Description
I've rewritten the current read_gbq()
function using google-cloud-python
, which handles the naming of structs and arrays out of the box. For more discussion about this, see: https://github.com/pydata/pandas-gbq/issues/23.
~However, because of the fact that google-cloud-python potentially uses different authentication flows and may break existing behavior, I've left the existing read_gbq()
function and and named this new function from_gbq()
. If in the future we are able to reconcile the authentication flows and/or decide to deprecate flows that are not supported in google-cloud-python
, we can rename this to read_gbq()
.~
UPDATE: As requested in comment by @jreback (https://github.com/pydata/pandas-gbq/pull/25/files/a763cf071813c836b7e00ae40ccf14e93e8fd72b#r110518161), I deleted old read_gbq()

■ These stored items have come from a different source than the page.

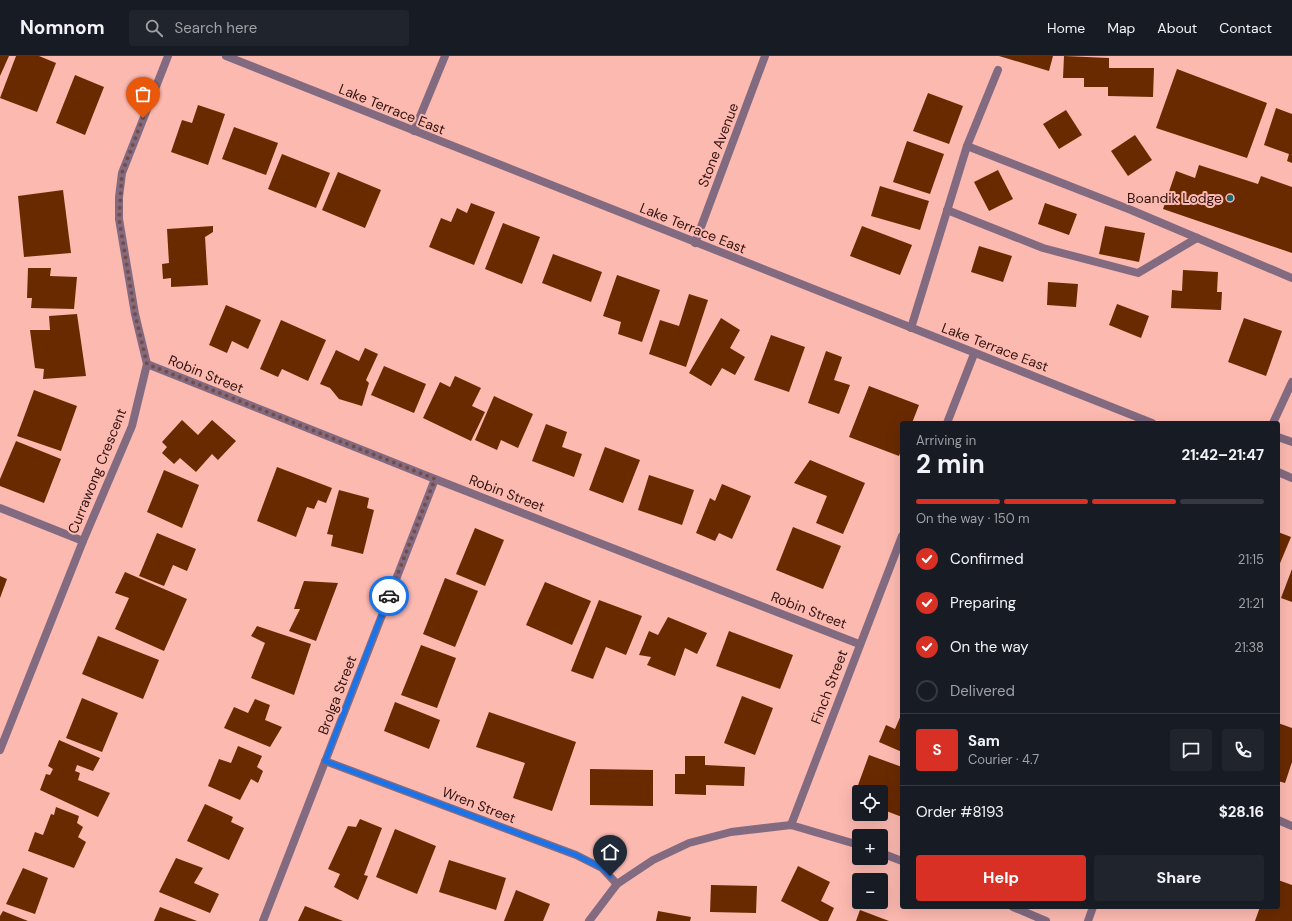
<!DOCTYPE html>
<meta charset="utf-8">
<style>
body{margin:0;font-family:"DM Sans",sans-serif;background:#20242c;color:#f1f3f6;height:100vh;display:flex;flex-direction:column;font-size:15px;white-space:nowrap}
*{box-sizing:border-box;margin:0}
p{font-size:13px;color:#9ea1a6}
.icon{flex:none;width:22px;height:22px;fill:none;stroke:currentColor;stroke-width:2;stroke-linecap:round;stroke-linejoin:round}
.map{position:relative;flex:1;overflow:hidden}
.drawer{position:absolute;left:900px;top:365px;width:380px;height:488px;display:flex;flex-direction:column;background:#171b24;border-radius:4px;box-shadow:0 4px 16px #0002}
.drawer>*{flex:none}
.buttons{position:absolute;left:852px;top:729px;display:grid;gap:8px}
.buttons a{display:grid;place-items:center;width:36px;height:36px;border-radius:4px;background:#171b24;box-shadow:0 4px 16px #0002;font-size:20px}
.pin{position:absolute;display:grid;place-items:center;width:34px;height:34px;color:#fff;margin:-41px -17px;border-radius:50% 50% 50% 0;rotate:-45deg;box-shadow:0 0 4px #0007}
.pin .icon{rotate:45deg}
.courier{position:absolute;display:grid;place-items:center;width:40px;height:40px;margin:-20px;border:3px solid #1a73e8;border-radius:50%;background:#fff;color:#222;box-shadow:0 1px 5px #0007}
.headline em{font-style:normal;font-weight:700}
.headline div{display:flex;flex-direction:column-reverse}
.headline{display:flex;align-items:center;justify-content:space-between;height:68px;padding:0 16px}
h1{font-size:26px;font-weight:700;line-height:30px}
.bar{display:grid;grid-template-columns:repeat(4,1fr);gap:6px 4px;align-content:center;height:48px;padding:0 16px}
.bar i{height:5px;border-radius:3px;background:#363941}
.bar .on{background:#d93025}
.bar p{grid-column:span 4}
.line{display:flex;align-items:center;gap:10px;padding:0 16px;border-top:1px solid #363941}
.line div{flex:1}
.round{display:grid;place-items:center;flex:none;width:42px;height:42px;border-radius:4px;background:#20242c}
ol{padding:0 16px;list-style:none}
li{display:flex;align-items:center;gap:12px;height:44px}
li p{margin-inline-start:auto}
li .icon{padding:4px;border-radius:50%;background:#d93025;color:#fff;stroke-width:4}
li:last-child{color:#9ea1a6}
li i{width:22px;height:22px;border:2px solid #363941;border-radius:50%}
.cta{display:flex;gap:8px;margin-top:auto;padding:8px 16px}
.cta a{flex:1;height:46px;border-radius:4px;background:#d93025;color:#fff;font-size:16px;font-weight:700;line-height:46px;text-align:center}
.cta a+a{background:#20242c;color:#f1f3f6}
header{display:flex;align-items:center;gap:24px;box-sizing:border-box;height:56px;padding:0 20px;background:#171b24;border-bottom:1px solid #363941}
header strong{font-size:19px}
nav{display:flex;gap:22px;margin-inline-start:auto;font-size:14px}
.search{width:280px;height:36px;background:#20242c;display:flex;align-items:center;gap:10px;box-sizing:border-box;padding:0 14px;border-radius:4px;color:#9ea1a6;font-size:15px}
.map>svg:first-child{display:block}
</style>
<header>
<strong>Nomnom</strong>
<div class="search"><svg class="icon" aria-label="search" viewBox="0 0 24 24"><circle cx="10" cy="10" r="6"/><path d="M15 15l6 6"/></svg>Search here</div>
<nav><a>Home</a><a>Map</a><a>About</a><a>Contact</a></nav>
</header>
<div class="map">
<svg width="1292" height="865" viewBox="0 0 1292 865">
<rect width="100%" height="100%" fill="#fcb9b0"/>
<g fill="#692a00">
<path d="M 0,0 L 9,0 L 0,20 Z"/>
<path d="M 16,0 L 39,0 L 56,7 L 37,56 L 0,42 Z"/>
<path d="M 999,0 L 1053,0 L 1049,15 Z"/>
<path d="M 1064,0 L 1109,2 L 1109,12 L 1154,12 L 1153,41 L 1108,40 L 1108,31 L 1084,31 L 1084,22 L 1063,22 Z"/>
<path d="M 1177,13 L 1267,47 L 1247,102 L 1156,72 Z"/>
<path d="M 75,19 L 104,31 L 85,79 L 56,67 Z"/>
<path d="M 928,37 L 963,50 L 949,88 L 913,75 Z"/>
<path d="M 198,49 L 225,58 L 208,109 L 171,96 L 182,64 L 192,67 Z"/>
<path d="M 1276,52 L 1292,58 L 1292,107 L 1287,105 L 1289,98 L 1264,89 Z"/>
<path d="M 1066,54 L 1082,79 L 1059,93 L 1043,68 Z"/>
<path d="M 234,71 L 278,87 L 266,119 L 222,103 Z"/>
<path d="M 1135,79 L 1152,104 L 1128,120 L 1111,95 Z"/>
<path d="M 907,85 L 944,98 L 930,138 L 893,126 Z"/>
<path d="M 282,98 L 330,117 L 316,152 L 268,133 Z"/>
<path d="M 1199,109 L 1258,128 L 1261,120 L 1292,131 L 1292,197 L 1163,153 L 1176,115 L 1195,122 Z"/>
<path d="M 998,114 L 1013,143 L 989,155 L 974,126 Z"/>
<path d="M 338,116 L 381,134 L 365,172 L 322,154 Z"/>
<path d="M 880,130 L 929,145 L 920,174 L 871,160 Z"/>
<path d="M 63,134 L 71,197 L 24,201 L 18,140 Z"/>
<path d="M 471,147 L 495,156 L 474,209 L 429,191 L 441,162 L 451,166 L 457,152 L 467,157 Z"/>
<path d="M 1045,147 L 1077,158 L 1069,179 L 1038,168 Z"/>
<path d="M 503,167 L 540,181 L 522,228 L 485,213 Z"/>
<path d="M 213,170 L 213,176 L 205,181 L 208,229 L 171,231 L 171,222 L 163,223 L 162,208 L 169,207 L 167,173 Z"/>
<path d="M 862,170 L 912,189 L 900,219 L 850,200 Z"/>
<path d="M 1105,170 L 1145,177 L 1139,206 L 1099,198 Z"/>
<path d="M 979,190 L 1012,200 L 1003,226 L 971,216 Z"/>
<path d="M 553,198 L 602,216 L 591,246 L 542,227 Z"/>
<path d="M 28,212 L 51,212 L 50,220 L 77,221 L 74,253 L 31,252 L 32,242 L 27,242 Z"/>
<path d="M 1183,214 L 1218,216 L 1217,236 L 1222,236 L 1221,254 L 1171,252 L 1172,234 L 1182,235 Z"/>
<path d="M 617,219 L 660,234 L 642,286 L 618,278 L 621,266 L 603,260 Z"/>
<path d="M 1048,226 L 1078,228 L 1076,251 L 1047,249 Z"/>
<path d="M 689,238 L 708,244 L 686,311 L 649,298 L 660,264 L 679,270 Z"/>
<path d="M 1117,248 L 1149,260 L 1141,282 L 1109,269 Z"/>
<path d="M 226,249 L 261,264 L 248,293 L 232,285 L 227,297 L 209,289 Z"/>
<path d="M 77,258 L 86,320 L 43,323 L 44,313 L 35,312 L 30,274 L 50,274 L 49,260 Z"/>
<path d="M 721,262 L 740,274 L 730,292 L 745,301 L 735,319 L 722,312 L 711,330 L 689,317 Z"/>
<path d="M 1244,262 L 1282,275 L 1266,320 L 1228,306 Z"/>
<path d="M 281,264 L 326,284 L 308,325 L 282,313 L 278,321 L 260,313 Z"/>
<path d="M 771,279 L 805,291 L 789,336 L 754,324 Z"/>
<path d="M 365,292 L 378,298 L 366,324 L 369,327 L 362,350 L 339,343 L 330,332 L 320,328 L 336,294 L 359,305 Z"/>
<path d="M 826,295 L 842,301 L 834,324 L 850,329 L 839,358 L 808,347 Z"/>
<path d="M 384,310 L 426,328 L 414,357 L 371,339 Z"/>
<path d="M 455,320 L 481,332 L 472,350 L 485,356 L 471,385 L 423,362 L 440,326 L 450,331 Z"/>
<path d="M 869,330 L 919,349 L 912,367 L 902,367 L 902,392 L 899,400 L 849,381 Z"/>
<path d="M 34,334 L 77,350 L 61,395 L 17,380 Z"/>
<path d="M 494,340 L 533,358 L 518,392 L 501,384 L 497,394 L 475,384 Z"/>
<path d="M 182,364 L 198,379 L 212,364 L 236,385 L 218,404 L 212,398 L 196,416 L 180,402 L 174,408 L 162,397 L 167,391 L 162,386 Z"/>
<path d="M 546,368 L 567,376 L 562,391 L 582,398 L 574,421 L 532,405 Z"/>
<path d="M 16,385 L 61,403 L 44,447 L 0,430 L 0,423 Z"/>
<path d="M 605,391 L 640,404 L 623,447 L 589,434 Z"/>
<path d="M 810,404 L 865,427 L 843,478 L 816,467 L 827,440 L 794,427 Z"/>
<path d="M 277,411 L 332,432 L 326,447 L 318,444 L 314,453 L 307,451 L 296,481 L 257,465 Z"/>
<path d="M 164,414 L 199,429 L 182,472 L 147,456 Z"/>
<path d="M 649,419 L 694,434 L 682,469 L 638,454 Z"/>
<path d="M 722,428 L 751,440 L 732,483 L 719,477 L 715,485 L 696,477 L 710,442 L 715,445 Z"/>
<path d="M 339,434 L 369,442 L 367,452 L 374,454 L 363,498 L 331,490 L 333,479 L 327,478 Z"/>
<path d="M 793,471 L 841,490 L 823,533 L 776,514 Z"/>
<path d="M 475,472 L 504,484 L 485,530 L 456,518 Z"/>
<path d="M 1278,476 L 1291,481 L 1278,512 Z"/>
<path d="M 157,477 L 196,493 L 187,515 L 173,509 L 164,530 L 139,520 Z"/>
<path d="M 1292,513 L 1292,546 L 1281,542 Z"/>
<path d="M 125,516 L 187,543 L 164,595 L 115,573 L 129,542 L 115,537 Z"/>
<path d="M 0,520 L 7,523 L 0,542 Z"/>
<path d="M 445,522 L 478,535 L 455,591 L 423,578 Z"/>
<path d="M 304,525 L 338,527 L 316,585 L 289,575 L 300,553 L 294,553 Z"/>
<path d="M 545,526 L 591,545 L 572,589 L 526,569 Z"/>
<path d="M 599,544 L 642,560 L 626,599 L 606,591 L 593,623 L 571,615 Z"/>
<path d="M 668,561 L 707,577 L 697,598 L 685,592 L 675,620 L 647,609 L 651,601 L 639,599 L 649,575 L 658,579 Z"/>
<path d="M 257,570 L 311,588 L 294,639 L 251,622 L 265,587 L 251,580 Z"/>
<path d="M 729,575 L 793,599 L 780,633 L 716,610 Z"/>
<path d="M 98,580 L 159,604 L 143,643 L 82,618 Z"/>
<path d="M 421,589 L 456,602 L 437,652 L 401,639 Z"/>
<path d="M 742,640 L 773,652 L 755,699 L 724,687 Z"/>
<path d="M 82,642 L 118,657 L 102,696 L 66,682 Z"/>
<path d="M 255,643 L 270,649 L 265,664 L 282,671 L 270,691 L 224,672 L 234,651 L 248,657 Z"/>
<path d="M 395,646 L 440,664 L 429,693 L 384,675 Z"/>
<path d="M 489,656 L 576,686 L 552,755 L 513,742 L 525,707 L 476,691 Z"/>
<path d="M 902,657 L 902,696 L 879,686 L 886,669 L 895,673 Z"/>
<path d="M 1278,667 L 1292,672 L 1292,706 L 1285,727 L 1278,725 Z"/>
<path d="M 59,684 L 100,702 L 93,715 L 77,709 L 75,715 L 80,717 L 78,724 L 110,737 L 98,761 L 40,734 L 46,718 L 50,719 L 53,713 L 48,710 Z"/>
<path d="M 238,690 L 262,700 L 257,711 L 263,715 L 258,727 L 251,723 L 240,744 L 208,730 L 219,703 L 231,707 Z"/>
<path d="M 869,699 L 902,711 L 902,761 L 881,753 L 881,736 L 859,736 L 859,745 L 853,743 Z"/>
<path d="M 685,700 L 705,700 L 705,709 L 745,711 L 744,730 L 706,729 L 706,739 L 675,738 L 675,718 L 685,718 Z"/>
<path d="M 590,713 L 653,714 L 653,750 L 590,749 Z"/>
<path d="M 205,748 L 233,761 L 231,766 L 244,772 L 229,804 L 187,785 Z"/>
<path d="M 56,751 L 79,760 L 77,767 L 83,771 L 78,781 L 86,786 L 74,812 L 28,795 L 35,776 L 43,779 L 51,758 L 54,759 Z"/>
<path d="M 360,763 L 382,772 L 364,819 L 368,820 L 358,844 L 334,831 L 340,818 L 328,813 L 348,770 L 356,771 Z"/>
<path d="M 395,773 L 436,790 L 417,838 L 376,821 Z"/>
<path d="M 176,802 L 203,812 L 194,827 L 219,838 L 210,857 L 159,836 Z"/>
<path d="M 449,804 L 506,822 L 496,854 L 439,836 Z"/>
<path d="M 798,810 L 830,826 L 821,845 L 834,852 L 828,865 L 820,865 L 781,845 Z"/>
<path d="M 23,812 L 48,822 L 35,858 L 6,848 Z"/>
<path d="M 1278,824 L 1292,829 L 1292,865 L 1255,865 L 1260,851 L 1278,851 Z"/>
<path d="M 711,829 L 757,830 L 756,857 L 710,856 Z"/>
<path d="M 516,834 L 550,848 L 543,865 L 504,865 Z"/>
<path d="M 305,850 L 343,865 L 298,865 Z"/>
<path d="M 160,851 L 197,865 L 154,865 Z"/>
<path d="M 860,854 L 889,865 L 856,865 Z"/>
<path d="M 3,855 L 28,865 L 0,865 L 0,860 Z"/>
<path d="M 658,855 L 691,861 L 690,865 L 656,865 Z"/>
</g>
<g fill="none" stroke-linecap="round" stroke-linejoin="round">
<g stroke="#826a81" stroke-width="8">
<path d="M 998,14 L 967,90 L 1131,154 L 1292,222"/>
<path d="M 947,154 L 1043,192 L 1138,217 L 1197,182"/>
<path d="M 911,272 L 967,90"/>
<path d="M 1273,367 L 1292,326"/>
<path d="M 1278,381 L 1292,386"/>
</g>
<g stroke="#826a81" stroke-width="8">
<path d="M 414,75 L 445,0"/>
<path d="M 695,187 L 765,0"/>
<path d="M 147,308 L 435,423 L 859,588"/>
<path d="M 947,367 L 974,298"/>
<path d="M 0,452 L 83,485"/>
<path d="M 0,694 L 83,485 L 132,370 L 147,308 L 135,258 L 119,163 L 119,141 L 122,117 L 168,0"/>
<path d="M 325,705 L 576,799 L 602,812 L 617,828"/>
<path d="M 1278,764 L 1292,770"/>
<path d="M 791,769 L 902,480"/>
<path d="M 881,797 L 902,805"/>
<path d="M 1013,851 L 1046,865"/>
<path d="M 263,865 L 435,423"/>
<path d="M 589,865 L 617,828 L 653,804 L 689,787 L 731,776 L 791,769 L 859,789"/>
<path d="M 1088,865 L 1093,851"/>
</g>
<g stroke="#826a81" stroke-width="8">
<path d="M 226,0 L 1152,367"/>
<path d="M 1278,416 L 1292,422"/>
</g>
</g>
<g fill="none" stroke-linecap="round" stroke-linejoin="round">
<path stroke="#774c47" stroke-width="4" stroke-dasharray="0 7.2" d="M 143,62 L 122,117 L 119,163 L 135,258 L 147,308 L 435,423 L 389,540"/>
<path stroke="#1a73e8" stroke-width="5" d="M 389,540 L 325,705 L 576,799 L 602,812 L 610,820"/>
</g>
<circle fill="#1d6872" stroke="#fcb9b0" stroke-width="1.5" cx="1230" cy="142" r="4"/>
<g text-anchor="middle" stroke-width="4" stroke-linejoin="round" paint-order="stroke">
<g font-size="14" fill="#30120f" stroke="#fcb9b0">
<text transform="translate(392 53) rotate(22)" y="5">Lake Terrace East</text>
<text transform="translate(718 89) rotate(-69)" y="5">Stone Avenue</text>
<text transform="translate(693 172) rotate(22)" y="5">Lake Terrace East</text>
<text transform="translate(995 291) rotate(21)" y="5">Lake Terrace East</text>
<text transform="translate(206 318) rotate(22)" y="5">Robin Street</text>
<text transform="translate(97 415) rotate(-68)" y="5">Currawong Crescent</text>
<text transform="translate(507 437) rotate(21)" y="5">Robin Street</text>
<text transform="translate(809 554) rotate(21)" y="5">Robin Street</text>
<text transform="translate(829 631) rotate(-69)" y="5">Finch Street</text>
<text transform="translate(337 639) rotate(-69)" y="5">Brolga Street</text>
<text transform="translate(479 749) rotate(21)" y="5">Wren Street</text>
</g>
<g font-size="14" fill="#30120f" stroke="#fcb9b0" text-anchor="end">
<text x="1222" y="147">Boandik Lodge</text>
</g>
</g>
</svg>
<div class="buttons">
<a><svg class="icon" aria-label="locate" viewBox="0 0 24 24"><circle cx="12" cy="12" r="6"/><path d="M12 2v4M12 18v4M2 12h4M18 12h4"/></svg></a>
<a>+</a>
<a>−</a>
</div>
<div class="pin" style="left:143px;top:62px;background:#ea580c"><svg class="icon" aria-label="bag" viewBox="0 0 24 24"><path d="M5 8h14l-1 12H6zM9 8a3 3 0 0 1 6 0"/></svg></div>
<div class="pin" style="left:610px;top:820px;background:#1f2937"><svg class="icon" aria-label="home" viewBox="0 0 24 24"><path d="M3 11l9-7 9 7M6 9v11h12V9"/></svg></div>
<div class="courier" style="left:389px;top:540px"><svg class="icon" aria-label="car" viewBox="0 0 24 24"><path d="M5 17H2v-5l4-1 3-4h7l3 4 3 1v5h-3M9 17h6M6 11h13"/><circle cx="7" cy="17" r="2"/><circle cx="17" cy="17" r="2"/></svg></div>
<section class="drawer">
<div class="headline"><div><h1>2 min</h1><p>Arriving in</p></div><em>21:42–21:47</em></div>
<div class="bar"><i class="on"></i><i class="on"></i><i class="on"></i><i></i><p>On the way · 150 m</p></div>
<ol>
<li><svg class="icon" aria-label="check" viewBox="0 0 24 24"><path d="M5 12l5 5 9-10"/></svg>Confirmed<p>21:15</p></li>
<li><svg class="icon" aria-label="check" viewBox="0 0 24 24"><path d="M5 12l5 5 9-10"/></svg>Preparing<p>21:21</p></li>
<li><svg class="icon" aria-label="check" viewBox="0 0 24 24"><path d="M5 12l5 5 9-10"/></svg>On the way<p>21:38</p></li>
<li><i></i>Delivered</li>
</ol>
<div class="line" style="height:72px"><b class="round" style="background:#d93025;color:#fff">S</b><div><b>Sam</b><p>Courier · 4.7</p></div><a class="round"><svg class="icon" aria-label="chat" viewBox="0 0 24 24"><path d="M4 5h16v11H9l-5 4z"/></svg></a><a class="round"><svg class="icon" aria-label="phone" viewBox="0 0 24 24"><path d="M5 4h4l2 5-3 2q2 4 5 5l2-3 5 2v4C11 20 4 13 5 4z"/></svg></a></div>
<div class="line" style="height:52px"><div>Order #8193</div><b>$28.16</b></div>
<div class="cta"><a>Help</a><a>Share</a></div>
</section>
</div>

and named my new function read_gbq()
, deleting all legacy functions and code.
Added in a few lines to requirements file, but I'll leave it to you @jreback to deal with conda dependency issues which you mentioned in Issue 23.
Let know if any questions or if any tests need to be written. You can confirm that it works by running the following:
q = """
select ROW_NUMBER() over () row_num, struct(a,b) col, c, d, c*d c_times_d, e
from
(select * from
(SELECT 1 a, 2 b, null c, 0 d, 100 e)
UNION ALL
(SELECT 5 a, 6 b, 0 c, null d, 200 e)
UNION ALL
(SELECT 8 a, 9 b, 10.0 c, 10 d, 300 e)
)
"""
df = gbq.read_gbq(q, dialect='standard')
df
| row_num | col | c | d | c_times_d | e |
|---------|--------------------|------|------|-----------|-----|
| 2 | {u'a': 5, u'b': 6} | 0.0 | NaN | NaN | 200 |
| 1 | {u'a': 1, u'b': 2} | NaN | 0.0 | NaN | 100 |
| 3 | {u'a': 8, u'b': 9} | 10.0 | 10.0 | 100.0 | 300 |
q = """
select array_agg(a) mylist
from
(select "1" a UNION ALL select "2" a)
"""
df = gbq.read_gbq(q, dialect='standard')
df
| mylist |
|--------|
| [1, 2] |
q = """
select array_agg(struct(a,b)) col, f
from
(select * from
(SELECT 1 a, 2 b, null c, 0 d, 100 e, "hello" f)
UNION ALL
(SELECT 5 a, 6 b, 0 c, null d, 200 e, "ok" f)
UNION ALL
(SELECT 8 a, 9 b, 10.0 c, 10 d, 300 e, "ok" f)
)
group by f
"""
df = gbq.read_gbq(q, dialect='standard')
df
| col | f |
|------------------------------------------|-------|
| [{u'a': 5, u'b': 6}, {u'a': 8, u'b': 9}] | ok |
| [{u'a': 1, u'b': 2}] | hello |
Confirmed that col_order
and index_col
still work ~(feel free to pull that out into a separate function since there's now redundant code with read_gbq()
)~, and I removed the type conversion lines which appear to be unnecessary (google-cloud-python and/or pandas appears to do the necessary type conversion automatically, even if there are nulls; can confirm by examining the datatypes in the resulting dataframes).
type: feature request